Sono passati due anni da quando Paolo Dall’Oglio è stato rapito a Raqqa, in Siria. Ma non abbiamo rinunciato a sperare. È un periodo terribile per luí, come per chi gli vuol bene. Penso alla sua famiglia, forte e dignitosa. Chi ha rapito Paolo istintivamente ha respinto quello che rappresenta: uno straniero immedesimatosi nel destino della Siria, un cristiano convinto del dialogo con l’islam, un democratico ostile alla dittatura e al fondamentalismo, uno spirituale che credeva all’amicizia, un uomo audace e libero…
Dall’Oglio ha trovato la sua patria nel Medio Oriente arabo. Ha fondato in Siria un monastero incardinato nella tradizione cristiana siriaca. Per anni si è dedicato al dialogo. Ama citare il proverbio arabo: “Una mano sola non applaude”. Non ci possono essere pace e gioia senza che la “mano” dell’islam s’incroci con quella del cristianesimo. Sembrano sogni e speranze remote nella Siria di oggi.
Ricordare Dall’Oglio vuol dire parlare della Siria, ridotta a una condizione impossibile dalla guerra tra il regime di Assad (appoggiato dagli iraniani e dagli hezbollah libanesi) e le milizie ribelli. Nel mondo dell’opposizione c’è
l’Isis, che esercita un forte controllo territoriale e combatte gli altri gruppi. E poi ci sono i curdi. Spesso è la guerra di tutti contro tutti, su cui si proiettano interessi internazionali: quelli della Turchia, dei Paesi del Golfo, dell’Arabia Saudita. Intanto i siriani, intrappolati in una guerra senza fine, fuggono dove possono. Oppure vivono sotto le bombe.
Ci si chiede quale futuro avranno i cristiani nel Paese. Parlare di Dall’Oglio significa anche ricordare i vescovi di Aleppo, Mar Gregorìos Ibrahim (siriaco) e Paul Yazigi (greco-ortodosso) scomparsi da più di due anni. Due sostenitori della convivenza tra cristiani e musulmani. Due figure significative delle sfumature del sentire cristiano del Paese.

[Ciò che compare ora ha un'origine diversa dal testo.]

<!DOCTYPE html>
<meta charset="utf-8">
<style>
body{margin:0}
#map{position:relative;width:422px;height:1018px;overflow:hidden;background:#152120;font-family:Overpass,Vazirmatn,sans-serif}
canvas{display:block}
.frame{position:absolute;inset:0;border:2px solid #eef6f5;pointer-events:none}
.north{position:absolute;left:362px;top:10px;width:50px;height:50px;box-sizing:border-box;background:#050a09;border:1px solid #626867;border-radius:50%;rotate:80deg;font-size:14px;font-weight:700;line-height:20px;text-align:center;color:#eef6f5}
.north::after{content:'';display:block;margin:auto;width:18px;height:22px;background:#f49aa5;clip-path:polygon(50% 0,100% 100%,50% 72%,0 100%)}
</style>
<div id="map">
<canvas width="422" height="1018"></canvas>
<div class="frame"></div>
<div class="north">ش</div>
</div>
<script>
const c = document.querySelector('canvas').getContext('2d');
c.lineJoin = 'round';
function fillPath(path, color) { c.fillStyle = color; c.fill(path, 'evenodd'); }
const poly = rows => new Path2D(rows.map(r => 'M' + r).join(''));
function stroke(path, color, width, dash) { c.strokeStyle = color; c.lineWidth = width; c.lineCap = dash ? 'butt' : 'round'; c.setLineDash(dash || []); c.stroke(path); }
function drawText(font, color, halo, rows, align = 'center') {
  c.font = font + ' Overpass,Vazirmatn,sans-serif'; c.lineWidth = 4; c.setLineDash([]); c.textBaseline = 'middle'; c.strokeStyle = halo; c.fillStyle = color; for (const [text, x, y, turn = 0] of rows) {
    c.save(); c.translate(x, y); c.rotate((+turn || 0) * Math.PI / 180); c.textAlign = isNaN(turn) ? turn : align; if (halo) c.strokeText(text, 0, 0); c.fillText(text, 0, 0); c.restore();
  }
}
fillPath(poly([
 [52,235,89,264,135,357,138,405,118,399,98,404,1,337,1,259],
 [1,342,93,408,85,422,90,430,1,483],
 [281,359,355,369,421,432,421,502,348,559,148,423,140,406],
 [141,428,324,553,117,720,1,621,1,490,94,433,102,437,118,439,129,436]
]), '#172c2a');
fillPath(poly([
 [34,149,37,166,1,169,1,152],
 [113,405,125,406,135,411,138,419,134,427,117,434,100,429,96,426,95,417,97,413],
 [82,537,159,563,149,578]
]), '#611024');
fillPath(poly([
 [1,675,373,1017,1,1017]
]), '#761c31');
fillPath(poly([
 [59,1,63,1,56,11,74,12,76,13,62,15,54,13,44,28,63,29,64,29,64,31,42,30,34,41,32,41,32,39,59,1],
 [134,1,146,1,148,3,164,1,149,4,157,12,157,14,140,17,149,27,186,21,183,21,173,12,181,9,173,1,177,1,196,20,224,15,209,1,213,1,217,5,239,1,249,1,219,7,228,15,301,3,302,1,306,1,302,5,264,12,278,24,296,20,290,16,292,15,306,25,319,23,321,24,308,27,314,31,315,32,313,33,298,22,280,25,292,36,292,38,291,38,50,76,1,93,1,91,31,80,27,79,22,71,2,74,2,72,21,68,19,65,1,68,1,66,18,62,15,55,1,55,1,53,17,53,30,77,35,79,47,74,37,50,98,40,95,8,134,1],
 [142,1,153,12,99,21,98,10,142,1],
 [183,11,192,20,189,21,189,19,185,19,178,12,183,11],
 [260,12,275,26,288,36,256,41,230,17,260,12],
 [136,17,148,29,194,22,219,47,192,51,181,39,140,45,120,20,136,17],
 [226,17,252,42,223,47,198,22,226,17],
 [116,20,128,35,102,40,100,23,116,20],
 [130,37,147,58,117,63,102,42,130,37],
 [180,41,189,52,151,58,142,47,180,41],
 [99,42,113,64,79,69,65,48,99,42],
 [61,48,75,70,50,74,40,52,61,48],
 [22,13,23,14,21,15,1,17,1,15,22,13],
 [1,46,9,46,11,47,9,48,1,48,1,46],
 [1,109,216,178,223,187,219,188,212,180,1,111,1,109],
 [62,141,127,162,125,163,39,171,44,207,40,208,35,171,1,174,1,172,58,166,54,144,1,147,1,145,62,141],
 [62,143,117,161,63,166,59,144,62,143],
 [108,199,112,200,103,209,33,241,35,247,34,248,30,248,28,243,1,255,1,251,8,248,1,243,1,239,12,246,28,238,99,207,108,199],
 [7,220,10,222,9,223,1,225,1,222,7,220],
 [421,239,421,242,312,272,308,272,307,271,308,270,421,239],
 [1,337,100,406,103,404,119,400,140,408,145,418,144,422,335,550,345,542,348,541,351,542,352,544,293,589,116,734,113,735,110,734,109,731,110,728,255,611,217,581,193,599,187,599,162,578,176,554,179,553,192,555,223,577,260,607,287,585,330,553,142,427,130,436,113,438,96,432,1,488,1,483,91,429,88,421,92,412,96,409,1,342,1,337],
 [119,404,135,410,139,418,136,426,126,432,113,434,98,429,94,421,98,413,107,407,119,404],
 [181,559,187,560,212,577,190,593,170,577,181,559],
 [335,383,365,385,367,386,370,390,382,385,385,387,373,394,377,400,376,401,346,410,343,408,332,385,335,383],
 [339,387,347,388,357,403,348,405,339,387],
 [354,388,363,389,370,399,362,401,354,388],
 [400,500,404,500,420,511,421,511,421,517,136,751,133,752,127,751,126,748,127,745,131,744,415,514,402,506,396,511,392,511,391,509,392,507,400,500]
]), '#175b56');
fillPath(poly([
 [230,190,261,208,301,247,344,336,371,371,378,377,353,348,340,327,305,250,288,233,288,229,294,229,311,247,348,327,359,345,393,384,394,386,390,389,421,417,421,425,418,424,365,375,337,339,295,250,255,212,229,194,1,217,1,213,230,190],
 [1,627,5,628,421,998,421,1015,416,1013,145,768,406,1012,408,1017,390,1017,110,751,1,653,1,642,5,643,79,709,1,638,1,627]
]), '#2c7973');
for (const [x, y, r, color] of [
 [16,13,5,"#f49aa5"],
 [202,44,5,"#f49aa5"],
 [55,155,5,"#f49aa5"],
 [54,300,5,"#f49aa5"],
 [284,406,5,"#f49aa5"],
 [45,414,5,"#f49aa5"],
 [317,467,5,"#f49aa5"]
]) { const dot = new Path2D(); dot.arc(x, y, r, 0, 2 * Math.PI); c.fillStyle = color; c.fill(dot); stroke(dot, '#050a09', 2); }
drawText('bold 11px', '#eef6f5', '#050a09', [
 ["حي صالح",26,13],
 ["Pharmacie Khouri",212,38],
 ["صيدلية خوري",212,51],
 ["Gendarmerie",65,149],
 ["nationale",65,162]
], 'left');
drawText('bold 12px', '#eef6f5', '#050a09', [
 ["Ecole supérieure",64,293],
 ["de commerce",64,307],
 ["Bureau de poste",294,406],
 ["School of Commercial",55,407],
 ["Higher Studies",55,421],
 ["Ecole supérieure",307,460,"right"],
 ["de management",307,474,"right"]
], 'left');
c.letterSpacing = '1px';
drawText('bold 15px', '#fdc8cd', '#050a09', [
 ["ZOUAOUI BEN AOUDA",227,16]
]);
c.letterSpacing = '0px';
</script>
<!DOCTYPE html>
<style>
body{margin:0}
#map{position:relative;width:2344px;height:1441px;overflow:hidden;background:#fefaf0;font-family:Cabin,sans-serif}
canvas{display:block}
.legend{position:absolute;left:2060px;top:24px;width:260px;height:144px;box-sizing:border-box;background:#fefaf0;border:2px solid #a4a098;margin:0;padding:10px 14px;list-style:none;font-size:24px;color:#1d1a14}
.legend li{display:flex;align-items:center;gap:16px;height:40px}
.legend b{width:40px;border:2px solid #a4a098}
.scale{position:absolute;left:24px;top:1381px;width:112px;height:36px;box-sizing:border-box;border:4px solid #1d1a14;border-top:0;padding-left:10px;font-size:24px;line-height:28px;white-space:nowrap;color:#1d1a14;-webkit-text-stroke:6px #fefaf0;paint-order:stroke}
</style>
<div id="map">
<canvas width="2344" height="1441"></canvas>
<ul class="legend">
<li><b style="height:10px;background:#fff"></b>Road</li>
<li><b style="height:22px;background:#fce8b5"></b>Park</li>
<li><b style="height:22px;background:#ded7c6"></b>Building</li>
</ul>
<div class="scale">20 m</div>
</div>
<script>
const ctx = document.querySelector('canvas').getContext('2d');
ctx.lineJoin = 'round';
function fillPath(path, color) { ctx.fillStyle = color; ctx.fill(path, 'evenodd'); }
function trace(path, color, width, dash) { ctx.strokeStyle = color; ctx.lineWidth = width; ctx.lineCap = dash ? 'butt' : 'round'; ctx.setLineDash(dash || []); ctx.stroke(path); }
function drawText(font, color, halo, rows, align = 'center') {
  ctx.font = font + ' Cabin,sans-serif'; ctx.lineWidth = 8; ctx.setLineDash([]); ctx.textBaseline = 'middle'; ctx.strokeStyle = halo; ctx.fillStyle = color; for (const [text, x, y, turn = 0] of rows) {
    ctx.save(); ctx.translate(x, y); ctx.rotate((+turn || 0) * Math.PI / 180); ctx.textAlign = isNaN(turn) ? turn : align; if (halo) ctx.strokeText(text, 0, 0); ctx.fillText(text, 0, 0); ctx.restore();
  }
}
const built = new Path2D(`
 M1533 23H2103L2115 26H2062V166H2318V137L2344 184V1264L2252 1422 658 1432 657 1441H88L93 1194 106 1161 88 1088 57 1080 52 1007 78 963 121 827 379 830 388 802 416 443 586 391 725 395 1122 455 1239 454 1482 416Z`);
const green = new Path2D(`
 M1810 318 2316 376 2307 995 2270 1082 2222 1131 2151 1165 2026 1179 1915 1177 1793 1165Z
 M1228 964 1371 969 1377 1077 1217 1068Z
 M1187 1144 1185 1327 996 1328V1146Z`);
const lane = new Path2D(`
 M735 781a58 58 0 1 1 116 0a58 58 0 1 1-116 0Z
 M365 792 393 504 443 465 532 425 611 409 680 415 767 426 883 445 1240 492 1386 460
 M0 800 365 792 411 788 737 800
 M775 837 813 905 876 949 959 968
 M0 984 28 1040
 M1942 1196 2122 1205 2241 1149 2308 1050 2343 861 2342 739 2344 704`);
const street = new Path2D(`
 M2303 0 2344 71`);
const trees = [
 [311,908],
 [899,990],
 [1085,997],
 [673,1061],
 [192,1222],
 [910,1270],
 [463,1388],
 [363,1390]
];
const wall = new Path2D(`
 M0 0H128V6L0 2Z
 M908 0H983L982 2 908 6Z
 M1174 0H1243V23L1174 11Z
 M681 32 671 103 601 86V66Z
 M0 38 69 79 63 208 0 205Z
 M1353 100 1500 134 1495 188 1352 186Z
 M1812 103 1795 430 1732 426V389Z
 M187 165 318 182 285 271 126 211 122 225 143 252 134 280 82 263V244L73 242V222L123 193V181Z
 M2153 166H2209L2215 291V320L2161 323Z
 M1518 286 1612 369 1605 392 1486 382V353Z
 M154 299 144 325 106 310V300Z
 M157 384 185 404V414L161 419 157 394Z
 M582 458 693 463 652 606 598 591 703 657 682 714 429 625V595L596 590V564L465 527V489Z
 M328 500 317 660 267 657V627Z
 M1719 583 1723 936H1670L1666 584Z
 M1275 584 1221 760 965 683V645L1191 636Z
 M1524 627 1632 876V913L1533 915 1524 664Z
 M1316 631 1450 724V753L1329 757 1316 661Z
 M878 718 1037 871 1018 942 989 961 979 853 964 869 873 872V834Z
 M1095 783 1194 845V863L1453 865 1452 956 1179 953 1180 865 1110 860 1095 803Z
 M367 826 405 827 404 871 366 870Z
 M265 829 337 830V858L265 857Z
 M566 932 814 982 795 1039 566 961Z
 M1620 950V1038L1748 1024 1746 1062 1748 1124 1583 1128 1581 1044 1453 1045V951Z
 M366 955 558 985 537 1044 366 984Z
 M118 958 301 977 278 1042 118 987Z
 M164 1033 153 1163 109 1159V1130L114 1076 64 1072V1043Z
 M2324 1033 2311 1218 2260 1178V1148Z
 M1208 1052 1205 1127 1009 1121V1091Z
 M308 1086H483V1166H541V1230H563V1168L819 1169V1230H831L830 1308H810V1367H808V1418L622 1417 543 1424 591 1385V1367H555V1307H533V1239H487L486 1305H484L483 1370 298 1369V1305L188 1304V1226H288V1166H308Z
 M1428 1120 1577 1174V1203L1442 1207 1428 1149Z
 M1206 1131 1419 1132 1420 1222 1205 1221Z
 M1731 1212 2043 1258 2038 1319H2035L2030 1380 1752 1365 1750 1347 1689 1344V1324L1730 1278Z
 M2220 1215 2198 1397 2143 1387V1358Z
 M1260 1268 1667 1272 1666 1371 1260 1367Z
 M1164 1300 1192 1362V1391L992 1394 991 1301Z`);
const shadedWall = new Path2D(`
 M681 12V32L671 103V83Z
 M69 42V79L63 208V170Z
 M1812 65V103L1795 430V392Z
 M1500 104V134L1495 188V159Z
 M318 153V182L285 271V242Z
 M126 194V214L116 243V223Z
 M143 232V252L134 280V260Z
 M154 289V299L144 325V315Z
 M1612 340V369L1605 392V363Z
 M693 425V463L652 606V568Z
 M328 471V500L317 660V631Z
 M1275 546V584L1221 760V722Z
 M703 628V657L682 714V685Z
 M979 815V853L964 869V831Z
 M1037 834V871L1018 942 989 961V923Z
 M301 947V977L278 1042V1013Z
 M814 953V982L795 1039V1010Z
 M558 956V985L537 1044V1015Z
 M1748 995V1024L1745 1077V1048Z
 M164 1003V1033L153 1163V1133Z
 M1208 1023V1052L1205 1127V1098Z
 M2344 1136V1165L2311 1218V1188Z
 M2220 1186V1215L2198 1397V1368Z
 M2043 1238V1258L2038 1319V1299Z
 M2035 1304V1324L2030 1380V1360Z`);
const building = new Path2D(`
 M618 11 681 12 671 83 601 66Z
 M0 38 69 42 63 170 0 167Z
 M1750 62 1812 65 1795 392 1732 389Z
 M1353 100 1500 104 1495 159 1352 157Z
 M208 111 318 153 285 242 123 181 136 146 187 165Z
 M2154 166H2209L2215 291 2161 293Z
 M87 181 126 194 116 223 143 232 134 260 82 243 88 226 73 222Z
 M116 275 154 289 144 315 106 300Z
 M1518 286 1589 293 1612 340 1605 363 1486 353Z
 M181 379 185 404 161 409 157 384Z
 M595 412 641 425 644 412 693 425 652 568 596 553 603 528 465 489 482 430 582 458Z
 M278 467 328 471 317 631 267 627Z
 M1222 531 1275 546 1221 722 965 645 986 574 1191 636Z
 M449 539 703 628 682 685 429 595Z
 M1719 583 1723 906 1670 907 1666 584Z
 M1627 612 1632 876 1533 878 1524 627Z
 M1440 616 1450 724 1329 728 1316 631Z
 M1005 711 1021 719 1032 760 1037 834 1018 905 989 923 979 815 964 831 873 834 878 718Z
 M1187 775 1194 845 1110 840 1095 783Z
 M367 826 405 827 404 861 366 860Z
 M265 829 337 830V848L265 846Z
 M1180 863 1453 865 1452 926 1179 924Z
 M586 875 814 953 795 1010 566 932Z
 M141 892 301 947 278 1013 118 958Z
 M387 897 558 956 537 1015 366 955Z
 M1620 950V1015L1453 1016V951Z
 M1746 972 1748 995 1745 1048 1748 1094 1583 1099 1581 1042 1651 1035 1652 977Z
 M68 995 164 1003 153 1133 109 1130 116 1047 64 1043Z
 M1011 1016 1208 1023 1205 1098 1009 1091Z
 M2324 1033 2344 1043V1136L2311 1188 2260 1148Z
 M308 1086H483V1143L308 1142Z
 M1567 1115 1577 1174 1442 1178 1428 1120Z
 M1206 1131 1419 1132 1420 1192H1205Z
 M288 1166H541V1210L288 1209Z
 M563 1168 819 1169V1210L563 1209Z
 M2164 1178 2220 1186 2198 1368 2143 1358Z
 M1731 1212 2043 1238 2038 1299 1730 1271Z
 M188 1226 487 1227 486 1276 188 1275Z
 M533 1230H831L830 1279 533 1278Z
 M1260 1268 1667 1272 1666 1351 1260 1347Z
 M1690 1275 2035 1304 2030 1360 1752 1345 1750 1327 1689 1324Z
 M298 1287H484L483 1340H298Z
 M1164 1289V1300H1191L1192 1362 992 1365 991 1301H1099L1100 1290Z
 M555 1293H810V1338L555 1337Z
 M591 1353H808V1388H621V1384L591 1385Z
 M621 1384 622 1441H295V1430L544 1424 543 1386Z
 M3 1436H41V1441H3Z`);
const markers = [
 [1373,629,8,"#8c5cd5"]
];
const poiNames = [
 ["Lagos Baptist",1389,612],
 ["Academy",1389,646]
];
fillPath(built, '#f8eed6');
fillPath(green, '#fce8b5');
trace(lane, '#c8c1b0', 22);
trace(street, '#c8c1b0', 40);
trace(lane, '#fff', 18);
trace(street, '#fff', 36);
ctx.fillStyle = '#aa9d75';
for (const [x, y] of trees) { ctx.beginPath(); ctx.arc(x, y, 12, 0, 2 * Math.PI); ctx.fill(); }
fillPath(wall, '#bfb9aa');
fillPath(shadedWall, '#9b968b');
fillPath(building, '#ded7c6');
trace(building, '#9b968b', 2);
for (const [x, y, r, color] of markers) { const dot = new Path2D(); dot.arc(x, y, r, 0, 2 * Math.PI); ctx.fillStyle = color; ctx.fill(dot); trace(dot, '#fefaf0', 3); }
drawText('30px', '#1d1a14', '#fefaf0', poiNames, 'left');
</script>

Quale futuro? La liberazione dei rapiti. Ma, per rispetto alla loro testimonianza, chiediamo che la questione siriana sia messa all’ordine del giorno dalla comunità internazionale con determinazione e inventiva. Non si può più attendere. Anche i Paesi muoiono. Con pazienza e forza, bisogna sottrarre parti della Siria alla guerra, esigere trasparenza dagli oscuri giochi internazionali, imporre la priorità della pace. Altrimenti la Siria morirà, ma anche il Mediterraneo sarà travolto.